Vale lembrar que a nossa greve foi fortíssima, mobilizou quase todas as unidades da USP! Juntamos milhares no ato de abertura da greve que se unificou com os estudantes. A reitoria não queria nos conceder nada e se recusava a entender que a USP NÃO FUNCIONA SEM O TRABALHO DE CADA FUNCIONÁRIO, seja do operacional ou da área acadêmica, do efetivo ou do terceirizado. A USP não é só professor, gritávamos nos atos!
Diante da força da nossa greve dobramos a reitoria que assinou um acordo com nossos representantes onde se comprometia a abonar as horas das pontes de feriado assim como o recesso. Repetimos reiteradas vezes que não queríamos que se trocasse as faltas abonadas pelo direito a gozar as pontes e sim que essas horas NÃO DEVERIAM SER COBRADAS, pois o expediente é suspenso nesses dias!
Agora, a reitoria se faz de desentendida e diz que não ter justificativa para não cobrar as horas das pontes, apelando para a vigilância da população sobre a USP. Oras, aos trabalhadores sempre é pedido prudência ou se usa a lei para negar direitos. Basta! Não aceitaremos o rebaixamento das nossas demandas!
Mais respeito, reitoria! Somos trabalhadores e exigimos respeito com a nossa luta!!!
O que a reitoria apresentou na reunião do dia 25 não é solução: é armadilha. Ao dizer que não quer compensação para o recesso, mas tentar usar as faltas abonadas para as pontes, ela está tentando fazer uma troca entre direitos diferentes, arrancando da categoria uma concessão histórica para cobrir o que ela própria se comprometeu a garantir. Isso não passa de uma manobra para descumprir o acordo de final de greve sem assumir publicamente o tamanho do seu calote.

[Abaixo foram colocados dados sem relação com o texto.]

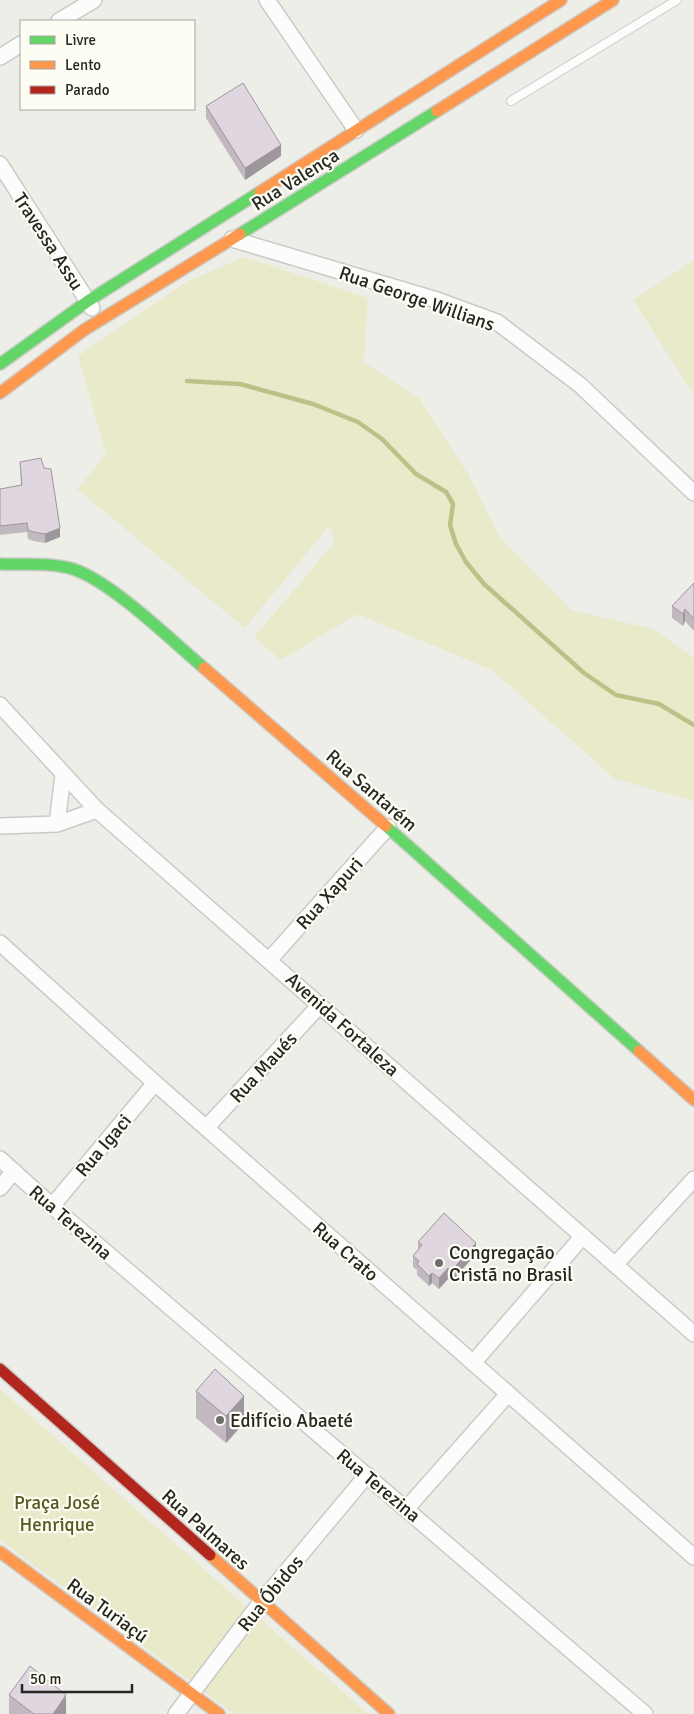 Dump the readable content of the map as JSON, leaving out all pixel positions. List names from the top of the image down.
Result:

Nenhum direito a menos! As 6 faltas abonadas são um direito conquistado há décadas, e não podem ser sequestradas para resolver a leniência da reitoria com o próprio acordo. Esse direito existe para atender problemas pessoais e imprevistos da vida real dos trabalhadores, não para substituir obrigação patronal nem para servir de compensação disfarçada. Usá-lo desse modo é atacar uma conquista histórica e abrir caminho para novas perdas no futuro.
A reitoria também ignora que há setores da nossa categoria em que a compensação de horas não é possível pela situação insalubridade do trabalho. Para esse setor as faltas abonadas era um alívio para poder tratar de assuntos particulares já que não podem sair mais cedo e compensar no dia seguinte. Propor usar as faltas abonadas nas pontes é trocar seis por meia dúzia.

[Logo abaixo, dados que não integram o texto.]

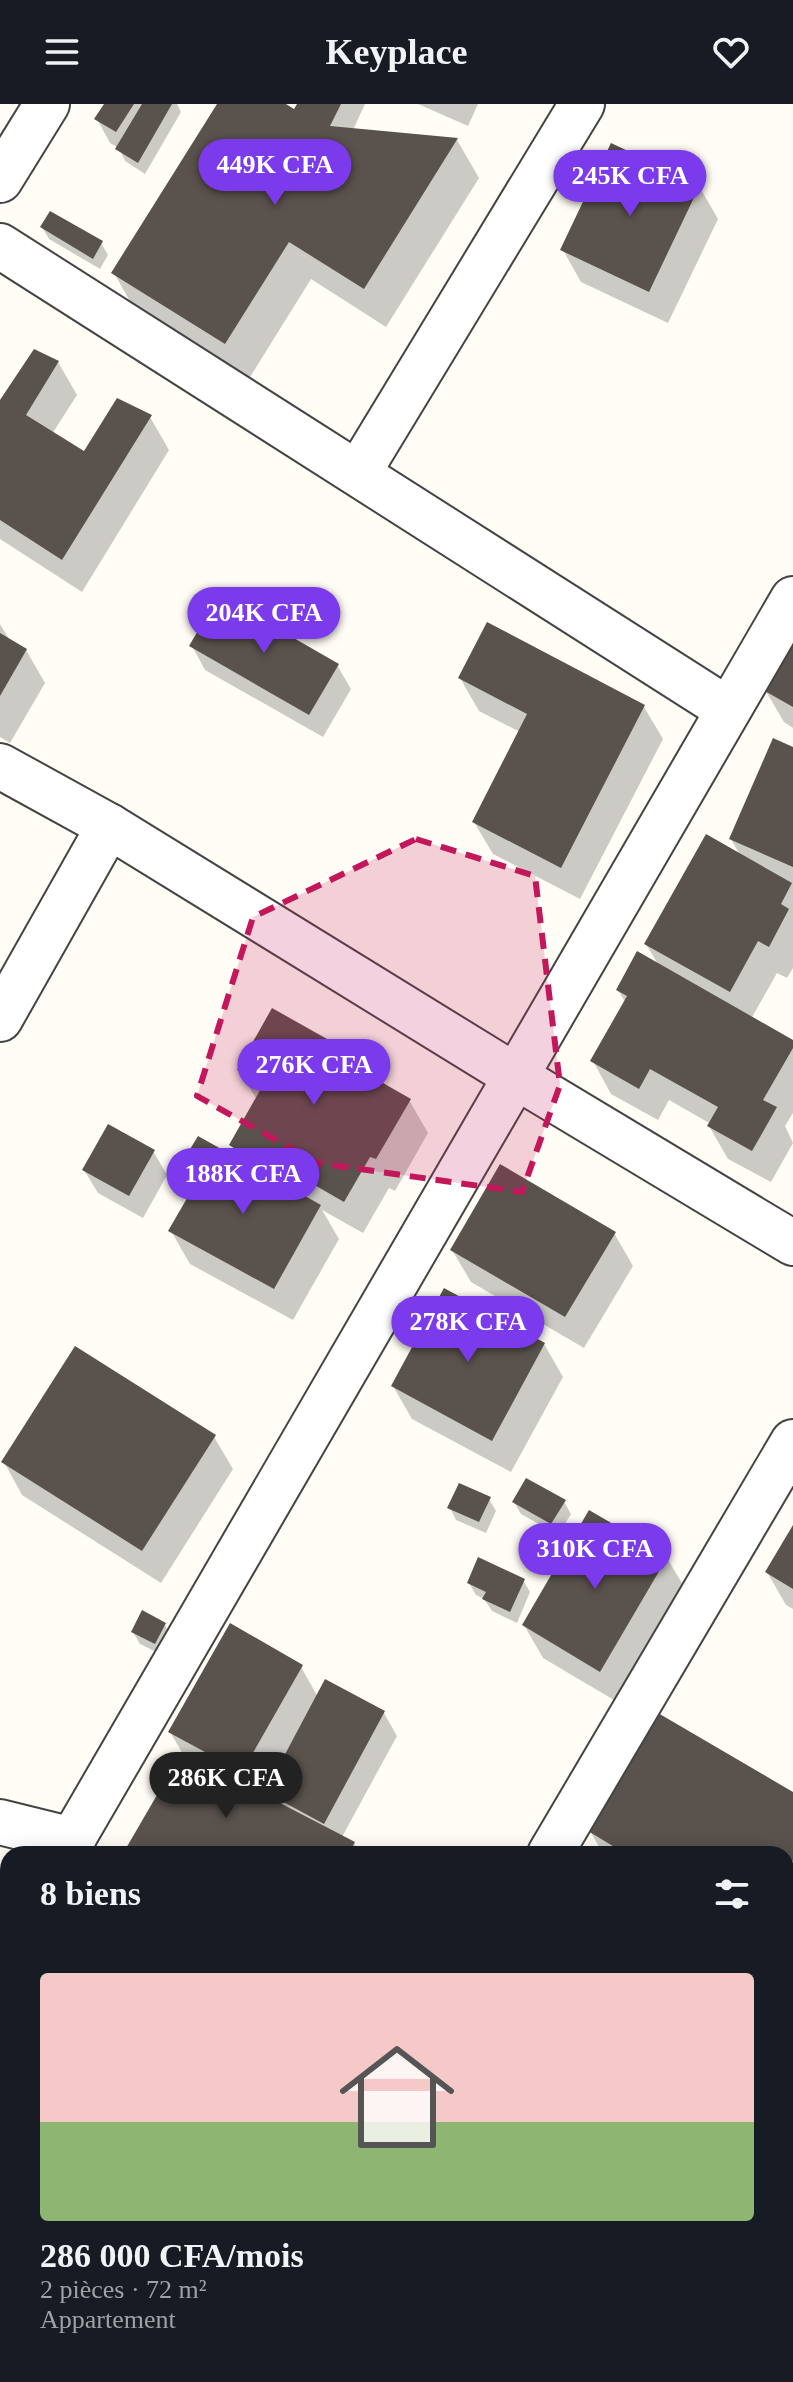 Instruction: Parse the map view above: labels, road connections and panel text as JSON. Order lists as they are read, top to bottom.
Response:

O que exigimos é simples e direto: cumprimento integral do acordo de final de greve, com abono de todas as horas das pontes e do recesso, sem troca, sem desconto indireto e sem retirada de direitos. Qualquer saída que mexa nas faltas abonadas ou jogue a conta nas costas da categoria deve ser rechaçada. A reitoria assinou um compromisso e agora precisa cumprir.
Nenhuma confiança na reitoria! A USP pelas pessoas mostra mais uma vez que não entende quem são as pessoas que compõe a USP!
Não esquecemos que a reitoria já demonstrou, em outras ocasiões, que foge da negociação quando lhe convém e tenta impor suas medidas de cima para baixo. Mesmo depois de assinar o acordo, a direção da universidade segue operando para limitar, esvaziar ou reinterpretar as conquistas obtidas pela mobilização. Por isso, nossa posição precisa ser clara: não há confiança possível numa reitoria que só respeita a categoria quando é obrigada pela força da luta.
Precisamos garantir que essa manobra não se imponha ou a totalidade do acordo de final de greve estará em risco.
Por isso, chamamos toda a categoria ao ato de 30/6, no dia da reunião do CO. É hora de ir para a luta com firmeza, denunciar a manobra da reitoria e mostrar que não aceitaremos que um acordo arrancado na greve seja rasgado na canetada. Se a reitoria insiste em atacar nossos direitos, a resposta precisa ser unidade, mobilização e luta!
TODAS E TODOS AO ATO DIA 30/6, 3ª FEIRA, 13H, EM FRENTE À REITORIA
Vamos panfletar aos conselheiros do CO e lembra-los da nossa força!
Quem tem medo da formiga, não deve atiçar o formigueiro!